[Exercise data]
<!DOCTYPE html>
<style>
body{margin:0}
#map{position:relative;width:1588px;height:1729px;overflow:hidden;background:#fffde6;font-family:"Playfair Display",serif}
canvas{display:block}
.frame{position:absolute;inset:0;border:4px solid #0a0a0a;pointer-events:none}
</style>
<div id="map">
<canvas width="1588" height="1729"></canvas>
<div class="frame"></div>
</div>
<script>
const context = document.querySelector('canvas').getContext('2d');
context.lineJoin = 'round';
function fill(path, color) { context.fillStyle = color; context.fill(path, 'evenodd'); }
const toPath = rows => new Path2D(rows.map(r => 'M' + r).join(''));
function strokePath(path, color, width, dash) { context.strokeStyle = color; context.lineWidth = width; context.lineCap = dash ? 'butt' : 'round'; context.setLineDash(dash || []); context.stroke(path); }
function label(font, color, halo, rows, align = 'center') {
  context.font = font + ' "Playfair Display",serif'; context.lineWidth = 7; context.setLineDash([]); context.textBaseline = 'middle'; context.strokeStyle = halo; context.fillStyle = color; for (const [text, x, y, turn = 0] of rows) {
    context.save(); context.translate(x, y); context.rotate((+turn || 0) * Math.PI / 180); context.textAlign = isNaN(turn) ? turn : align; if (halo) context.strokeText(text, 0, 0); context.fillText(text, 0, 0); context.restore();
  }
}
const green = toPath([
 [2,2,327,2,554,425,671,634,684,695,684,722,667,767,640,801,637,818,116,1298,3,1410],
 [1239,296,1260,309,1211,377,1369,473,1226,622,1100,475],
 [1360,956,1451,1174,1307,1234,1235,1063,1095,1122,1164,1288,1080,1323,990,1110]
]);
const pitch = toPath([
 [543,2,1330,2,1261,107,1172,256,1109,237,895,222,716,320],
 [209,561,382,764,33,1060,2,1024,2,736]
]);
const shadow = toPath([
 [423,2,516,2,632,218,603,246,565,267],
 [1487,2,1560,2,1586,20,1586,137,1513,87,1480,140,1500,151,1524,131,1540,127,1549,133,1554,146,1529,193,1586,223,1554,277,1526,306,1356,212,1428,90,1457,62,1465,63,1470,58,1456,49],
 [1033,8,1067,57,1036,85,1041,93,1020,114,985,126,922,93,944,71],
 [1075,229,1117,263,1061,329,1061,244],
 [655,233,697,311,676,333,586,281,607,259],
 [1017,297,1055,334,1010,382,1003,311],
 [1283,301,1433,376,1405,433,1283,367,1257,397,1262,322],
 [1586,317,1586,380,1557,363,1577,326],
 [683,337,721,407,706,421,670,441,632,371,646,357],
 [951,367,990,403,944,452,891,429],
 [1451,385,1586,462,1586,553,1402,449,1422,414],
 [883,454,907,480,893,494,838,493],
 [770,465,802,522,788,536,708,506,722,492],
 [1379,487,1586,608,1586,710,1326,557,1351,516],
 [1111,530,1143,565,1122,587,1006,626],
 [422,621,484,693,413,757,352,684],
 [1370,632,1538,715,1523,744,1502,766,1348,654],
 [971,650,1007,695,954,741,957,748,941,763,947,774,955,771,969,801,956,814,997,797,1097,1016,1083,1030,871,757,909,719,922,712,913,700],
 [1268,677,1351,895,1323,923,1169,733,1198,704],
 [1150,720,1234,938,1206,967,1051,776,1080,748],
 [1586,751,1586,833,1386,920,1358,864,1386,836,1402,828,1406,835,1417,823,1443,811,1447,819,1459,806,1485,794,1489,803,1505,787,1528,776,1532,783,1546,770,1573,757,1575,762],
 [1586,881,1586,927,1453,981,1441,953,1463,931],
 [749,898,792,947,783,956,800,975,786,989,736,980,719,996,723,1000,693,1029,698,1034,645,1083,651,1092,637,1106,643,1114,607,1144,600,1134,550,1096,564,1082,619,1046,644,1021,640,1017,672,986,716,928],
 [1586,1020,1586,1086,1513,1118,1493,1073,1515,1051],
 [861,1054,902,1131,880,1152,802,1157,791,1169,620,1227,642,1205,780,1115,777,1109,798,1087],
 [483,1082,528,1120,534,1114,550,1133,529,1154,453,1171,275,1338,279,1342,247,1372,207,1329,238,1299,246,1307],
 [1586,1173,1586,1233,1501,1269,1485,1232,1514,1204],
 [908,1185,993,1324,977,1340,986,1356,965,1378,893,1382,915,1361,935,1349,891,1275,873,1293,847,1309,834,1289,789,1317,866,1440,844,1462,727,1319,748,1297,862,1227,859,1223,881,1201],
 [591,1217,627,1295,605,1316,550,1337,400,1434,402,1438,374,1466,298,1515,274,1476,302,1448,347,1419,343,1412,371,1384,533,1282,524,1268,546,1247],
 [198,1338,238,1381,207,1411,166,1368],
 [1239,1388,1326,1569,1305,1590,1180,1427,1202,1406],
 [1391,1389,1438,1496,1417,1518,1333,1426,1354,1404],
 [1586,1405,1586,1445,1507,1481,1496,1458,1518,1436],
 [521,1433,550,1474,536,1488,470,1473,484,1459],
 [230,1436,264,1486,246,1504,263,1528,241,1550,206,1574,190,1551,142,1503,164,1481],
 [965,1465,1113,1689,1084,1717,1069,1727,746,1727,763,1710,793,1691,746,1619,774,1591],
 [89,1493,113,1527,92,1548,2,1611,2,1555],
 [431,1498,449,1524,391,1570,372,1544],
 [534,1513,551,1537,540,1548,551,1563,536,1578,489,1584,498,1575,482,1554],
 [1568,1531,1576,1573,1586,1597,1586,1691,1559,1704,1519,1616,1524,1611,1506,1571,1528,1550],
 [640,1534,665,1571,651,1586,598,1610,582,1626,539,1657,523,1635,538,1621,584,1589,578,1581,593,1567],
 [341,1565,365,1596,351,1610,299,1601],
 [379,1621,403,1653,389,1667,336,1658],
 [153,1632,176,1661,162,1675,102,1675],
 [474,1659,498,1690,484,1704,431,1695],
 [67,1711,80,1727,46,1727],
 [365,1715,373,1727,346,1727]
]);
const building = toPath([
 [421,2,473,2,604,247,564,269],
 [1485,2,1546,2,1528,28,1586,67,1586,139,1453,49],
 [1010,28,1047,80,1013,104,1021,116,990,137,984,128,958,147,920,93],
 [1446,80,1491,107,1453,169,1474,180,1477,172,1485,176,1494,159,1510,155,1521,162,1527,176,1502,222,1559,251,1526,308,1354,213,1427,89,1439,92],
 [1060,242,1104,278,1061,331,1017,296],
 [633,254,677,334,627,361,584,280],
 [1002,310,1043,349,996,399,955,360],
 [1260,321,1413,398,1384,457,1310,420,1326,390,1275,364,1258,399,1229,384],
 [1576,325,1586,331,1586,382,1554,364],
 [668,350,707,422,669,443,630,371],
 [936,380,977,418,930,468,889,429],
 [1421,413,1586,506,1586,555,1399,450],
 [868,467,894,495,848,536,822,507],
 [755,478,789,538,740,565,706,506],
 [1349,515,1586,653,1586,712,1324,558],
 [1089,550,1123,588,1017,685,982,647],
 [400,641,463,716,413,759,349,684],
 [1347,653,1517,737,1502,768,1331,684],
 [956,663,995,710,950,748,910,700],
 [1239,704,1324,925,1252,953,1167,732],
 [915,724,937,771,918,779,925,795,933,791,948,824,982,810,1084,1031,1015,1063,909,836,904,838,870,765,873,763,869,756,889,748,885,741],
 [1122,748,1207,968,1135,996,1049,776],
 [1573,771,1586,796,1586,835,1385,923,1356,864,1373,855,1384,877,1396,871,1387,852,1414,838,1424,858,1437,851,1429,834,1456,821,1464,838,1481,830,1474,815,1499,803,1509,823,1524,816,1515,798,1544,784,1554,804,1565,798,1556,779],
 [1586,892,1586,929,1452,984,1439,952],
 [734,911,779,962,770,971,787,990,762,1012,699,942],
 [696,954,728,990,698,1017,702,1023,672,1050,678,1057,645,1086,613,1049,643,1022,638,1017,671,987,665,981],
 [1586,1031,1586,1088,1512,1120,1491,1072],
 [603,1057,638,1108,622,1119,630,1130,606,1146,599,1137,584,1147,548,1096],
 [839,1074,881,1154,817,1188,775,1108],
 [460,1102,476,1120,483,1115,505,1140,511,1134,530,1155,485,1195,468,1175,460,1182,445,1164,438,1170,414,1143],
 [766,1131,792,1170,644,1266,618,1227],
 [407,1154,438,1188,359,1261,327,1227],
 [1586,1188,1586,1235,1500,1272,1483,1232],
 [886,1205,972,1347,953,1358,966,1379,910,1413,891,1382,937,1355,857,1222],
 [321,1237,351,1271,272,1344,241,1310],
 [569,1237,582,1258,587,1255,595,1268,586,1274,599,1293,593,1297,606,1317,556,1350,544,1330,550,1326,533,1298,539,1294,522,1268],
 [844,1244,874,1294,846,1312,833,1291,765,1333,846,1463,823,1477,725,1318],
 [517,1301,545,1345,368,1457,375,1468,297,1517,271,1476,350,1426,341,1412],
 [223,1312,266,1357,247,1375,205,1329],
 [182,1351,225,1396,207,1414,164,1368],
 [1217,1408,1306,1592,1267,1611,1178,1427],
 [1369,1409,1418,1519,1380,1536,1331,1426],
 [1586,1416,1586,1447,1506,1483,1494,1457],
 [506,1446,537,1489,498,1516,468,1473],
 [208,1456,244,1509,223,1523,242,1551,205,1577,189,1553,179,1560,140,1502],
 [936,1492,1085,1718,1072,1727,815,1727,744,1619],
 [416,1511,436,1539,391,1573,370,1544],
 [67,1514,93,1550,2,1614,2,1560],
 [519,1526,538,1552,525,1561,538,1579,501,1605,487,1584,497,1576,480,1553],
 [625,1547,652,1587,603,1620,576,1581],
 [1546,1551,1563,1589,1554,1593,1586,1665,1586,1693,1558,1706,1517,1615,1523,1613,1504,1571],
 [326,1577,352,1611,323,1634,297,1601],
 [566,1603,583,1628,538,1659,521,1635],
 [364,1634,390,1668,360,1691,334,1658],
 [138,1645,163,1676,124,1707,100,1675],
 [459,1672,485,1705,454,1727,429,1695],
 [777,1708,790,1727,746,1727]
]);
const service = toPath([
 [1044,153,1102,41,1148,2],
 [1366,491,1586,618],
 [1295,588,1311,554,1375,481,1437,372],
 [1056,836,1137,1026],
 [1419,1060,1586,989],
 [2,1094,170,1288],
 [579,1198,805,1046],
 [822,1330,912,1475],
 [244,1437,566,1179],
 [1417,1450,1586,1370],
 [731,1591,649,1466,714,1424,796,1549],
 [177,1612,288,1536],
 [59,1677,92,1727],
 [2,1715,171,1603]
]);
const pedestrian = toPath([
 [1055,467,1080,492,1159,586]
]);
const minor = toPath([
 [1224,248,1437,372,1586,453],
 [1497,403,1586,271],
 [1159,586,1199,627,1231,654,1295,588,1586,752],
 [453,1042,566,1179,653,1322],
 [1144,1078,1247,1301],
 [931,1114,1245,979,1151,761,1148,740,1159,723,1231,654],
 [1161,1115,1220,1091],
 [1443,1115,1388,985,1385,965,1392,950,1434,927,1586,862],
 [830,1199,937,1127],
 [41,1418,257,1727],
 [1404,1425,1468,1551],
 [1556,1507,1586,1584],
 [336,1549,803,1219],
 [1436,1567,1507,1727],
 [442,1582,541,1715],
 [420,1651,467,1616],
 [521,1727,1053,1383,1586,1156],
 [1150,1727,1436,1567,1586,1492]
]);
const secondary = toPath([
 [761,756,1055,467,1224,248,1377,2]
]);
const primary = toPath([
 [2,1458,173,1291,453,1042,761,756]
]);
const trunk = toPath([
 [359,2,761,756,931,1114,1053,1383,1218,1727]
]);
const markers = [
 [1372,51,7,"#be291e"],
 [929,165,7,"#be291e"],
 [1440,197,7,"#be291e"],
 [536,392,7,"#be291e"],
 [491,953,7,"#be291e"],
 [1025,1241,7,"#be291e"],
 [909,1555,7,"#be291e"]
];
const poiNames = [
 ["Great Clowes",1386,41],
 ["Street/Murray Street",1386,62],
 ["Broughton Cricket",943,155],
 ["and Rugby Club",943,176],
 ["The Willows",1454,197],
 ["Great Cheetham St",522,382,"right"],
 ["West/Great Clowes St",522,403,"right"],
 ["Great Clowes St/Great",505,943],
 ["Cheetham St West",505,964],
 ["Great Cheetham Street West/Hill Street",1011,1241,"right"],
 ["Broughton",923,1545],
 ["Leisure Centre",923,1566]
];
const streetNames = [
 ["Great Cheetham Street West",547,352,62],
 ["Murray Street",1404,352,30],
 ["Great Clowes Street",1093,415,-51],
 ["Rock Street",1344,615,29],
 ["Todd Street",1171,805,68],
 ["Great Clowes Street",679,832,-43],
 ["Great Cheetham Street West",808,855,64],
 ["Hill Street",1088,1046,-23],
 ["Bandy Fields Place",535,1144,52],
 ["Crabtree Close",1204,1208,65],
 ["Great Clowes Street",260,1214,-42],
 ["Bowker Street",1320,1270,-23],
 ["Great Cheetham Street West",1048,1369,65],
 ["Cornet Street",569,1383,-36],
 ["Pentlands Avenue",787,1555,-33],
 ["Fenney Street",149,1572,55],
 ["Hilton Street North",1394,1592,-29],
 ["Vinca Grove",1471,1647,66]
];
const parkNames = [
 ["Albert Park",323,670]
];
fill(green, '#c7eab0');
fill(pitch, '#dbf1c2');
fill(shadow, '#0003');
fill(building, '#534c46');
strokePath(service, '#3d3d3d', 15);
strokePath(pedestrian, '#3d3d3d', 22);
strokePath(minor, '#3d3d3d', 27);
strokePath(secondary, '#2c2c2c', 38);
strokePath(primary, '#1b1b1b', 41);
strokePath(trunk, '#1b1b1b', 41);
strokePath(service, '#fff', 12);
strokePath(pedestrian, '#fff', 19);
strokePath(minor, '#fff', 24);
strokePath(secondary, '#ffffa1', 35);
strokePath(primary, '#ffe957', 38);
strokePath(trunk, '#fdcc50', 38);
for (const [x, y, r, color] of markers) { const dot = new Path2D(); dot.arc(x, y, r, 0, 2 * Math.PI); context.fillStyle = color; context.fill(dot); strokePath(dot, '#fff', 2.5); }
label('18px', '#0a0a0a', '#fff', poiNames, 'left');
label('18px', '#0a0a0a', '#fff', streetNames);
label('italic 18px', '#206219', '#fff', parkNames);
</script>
[/Exercise data]
What needs to be done —
Read the records above. Show each line that has the string "function".

Exercise solution —
function fill(path, color) { context.fillStyle = color; context.fill(path, 'evenodd'); }
function strokePath(path, color, width, dash) { context.strokeStyle = color; context.lineWidth = width; context.lineCap = dash ? 'butt' : 'round'; context.setLineDash(dash || []); context.stroke(path); }
function label(font, color, halo, rows, align = 'center') {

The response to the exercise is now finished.